Squeeze the ragged array along the given non-ragged axis. If squeezing would result in a 1D array, return the data as a numpy array. For record layouts, dispatches per-field; if fields collapse to 1D ndarrays, returns a dict of ndarrays, otherwise returns a record Ragged.

Parameters:

Name	Type	Description	Default
`axis`	`int \| tuple[int, ...] \| None`	Axis or axes to squeeze. Must have size 1. If `None`, squeeze all size-1 axes.	`None`

Returns:

Type	Description
`Self \| NDArray[RDTYPE_co] \| dict[str, NDArray[RDTYPE_co]]`

Source code in python/seqpro/rag/_array.py

def squeeze(
    self, axis: int | tuple[int, ...] | None = None
) -> Self | NDArray[RDTYPE_co] | dict[str, NDArray[RDTYPE_co]]:
    """Squeeze the ragged array along the given non-ragged axis.
    If squeezing would result in a 1D array, return the data as a numpy array.
    For record layouts, dispatches per-field; if fields collapse to 1D ndarrays,
    returns a dict of ndarrays, otherwise returns a record Ragged.

    Parameters
    ----------
    axis
        Axis or axes to squeeze. Must have size 1. If `None`, squeeze all size-1 axes.

    Returns
    -------
    Self | NDArray[RDTYPE_co] | dict[str, NDArray[RDTYPE_co]]
    """
    self._ensure_parts()
    if isinstance(self._parts, dict):
        squeezed = {f: self[f].squeeze(axis) for f in self._parts}
        first = next(iter(squeezed.values()))
        if isinstance(first, np.ndarray):
            return squeezed  # type: ignore[reportUnknownReturnType]
        return type(self)(ak.zip(squeezed, depth_limit=1))  # type: ignore[reportUnknownReturnType]
    if axis is None:
        data = self._parts.data.squeeze()
        shape = tuple(s for s in self.shape if s != 1)
        parts = RagParts[RDTYPE_co](data, shape, self.offsets)
        return type(self)(parts)

    if isinstance(axis, int):
        axis = (axis,)
    axis = tuple(a if a >= 0 else self.ndim + a + 1 for a in axis)
    for a in axis:
        if (size := self.shape[a]) != 1:
            raise ValueError(f"Cannot squeeze axis {a} of size {size}.")

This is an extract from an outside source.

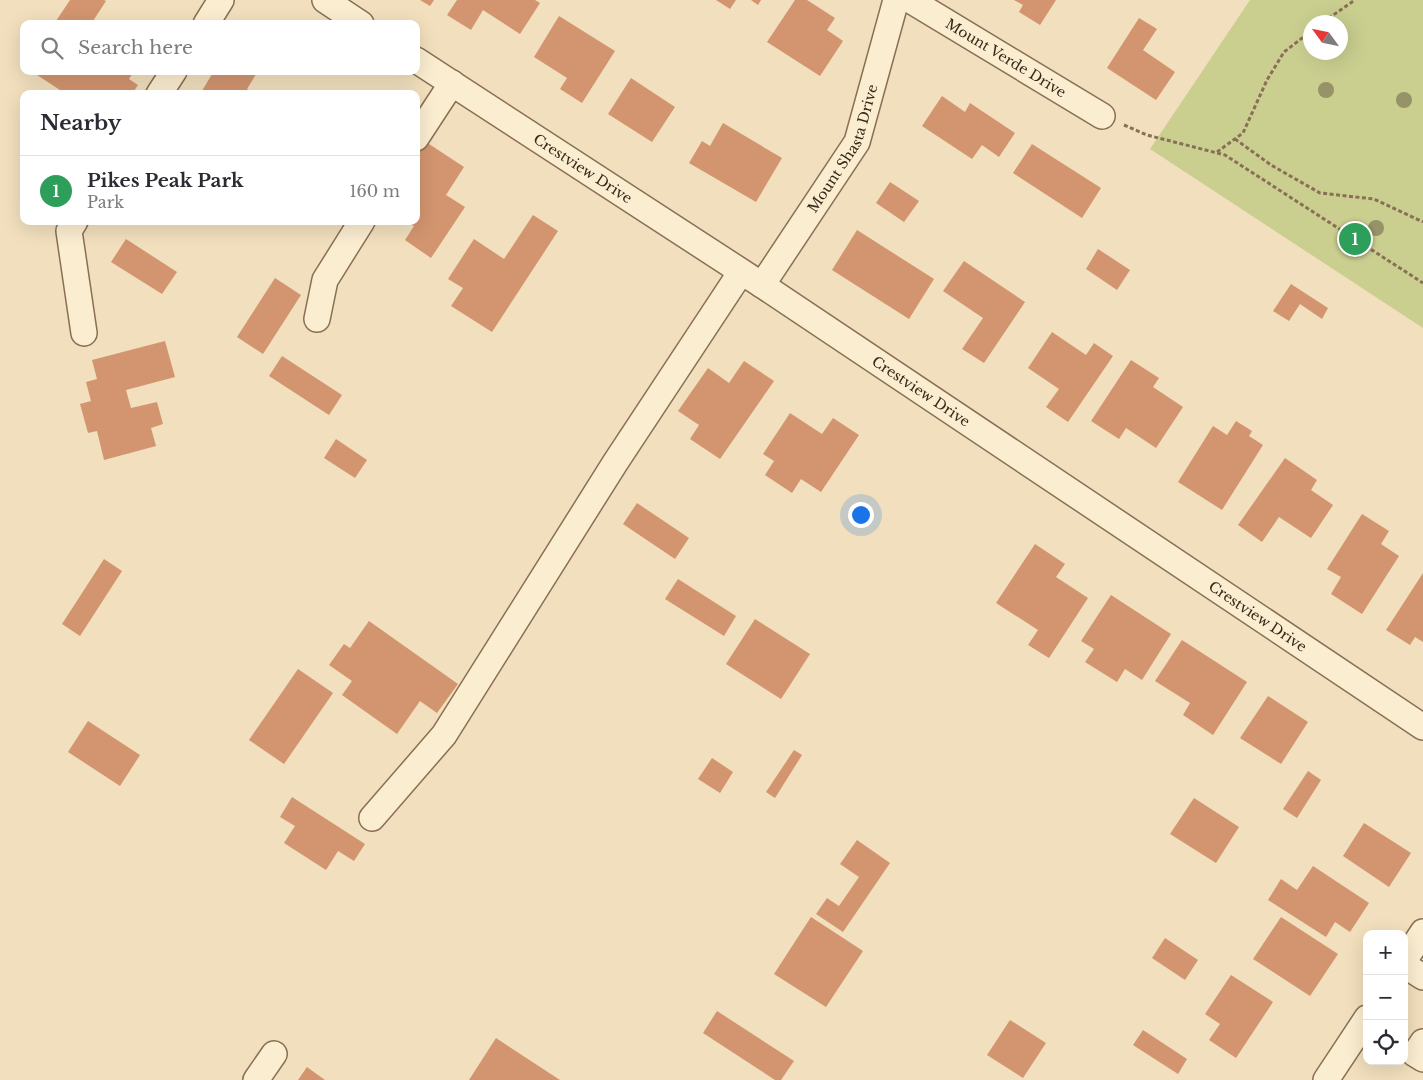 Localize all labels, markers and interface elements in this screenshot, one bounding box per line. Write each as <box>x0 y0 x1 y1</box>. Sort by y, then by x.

    shape = tuple(s for i, s in enumerate(self.shape) if i not in axis)
    data_shape = tuple(
        s for i, s in enumerate(self.shape) if i not in axis and i > self.rag_dim
    )
    data = self._parts.data.reshape(len(self._parts.data), *data_shape)

    if shape == (None,):
        return data

    parts = RagParts[RDTYPE_co](data, shape, self.offsets)
    return type(self)(parts)

`to_ak()` ¶

Convert to a plain Awkward array, stripping the Ragged behavior.

Returns:

Type	Description
`Array`

Source code in python/seqpro/rag/_array.py

def to_ak(self) -> ak.Array:
    """Convert to a plain Awkward array, stripping the Ragged behavior.

    Returns
    -------
    ak.Array
    """
    arr = _as_ak(self)
    arr.behavior = None
    return arr

`to_numpy(allow_missing=False)` ¶

Convert to a dense NumPy array. Not zero-copy if offsets or data are non-contiguous.

Parameters:

Name	Type	Description	Default
`allow_missing`	`bool`	Passed through to `ak.Array.to_numpy`.	`False`

Returns:

Type	Description
`NDArray[RDTYPE_co]`

Source code in python/seqpro/rag/_array.py

def to_numpy(self, allow_missing: bool = False) -> NDArray[RDTYPE_co]:
    """Convert to a dense NumPy array. Not zero-copy if offsets or data are non-contiguous.

    Parameters
    ----------
    allow_missing
        Passed through to `ak.Array.to_numpy`.

    Returns
    -------
    NDArray[RDTYPE_co]
    """
    self._ensure_parts()
    if isinstance(self._parts, dict):
        raise NotImplementedError(
            "to_numpy is not defined on record-layout Ragged arrays; "
            "convert fields individually."
        )
    arr = super().to_numpy(allow_missing=allow_missing)
    if self.dtype.type == np.bytes_:  # type: ignore[attr-defined] guaranteed by record check
        arr = arr[..., None].view("S1")
    return arr

`view(dtype)` ¶

Return a view of the data with the given dtype.

Parameters:

Name	Type	Description	Default
`dtype`	`type[DTYPE_co] \| str`	Target dtype.	required

Returns:

Type	Description
`Ragged[DTYPE_co]`	Zero-copy view with reinterpreted dtype.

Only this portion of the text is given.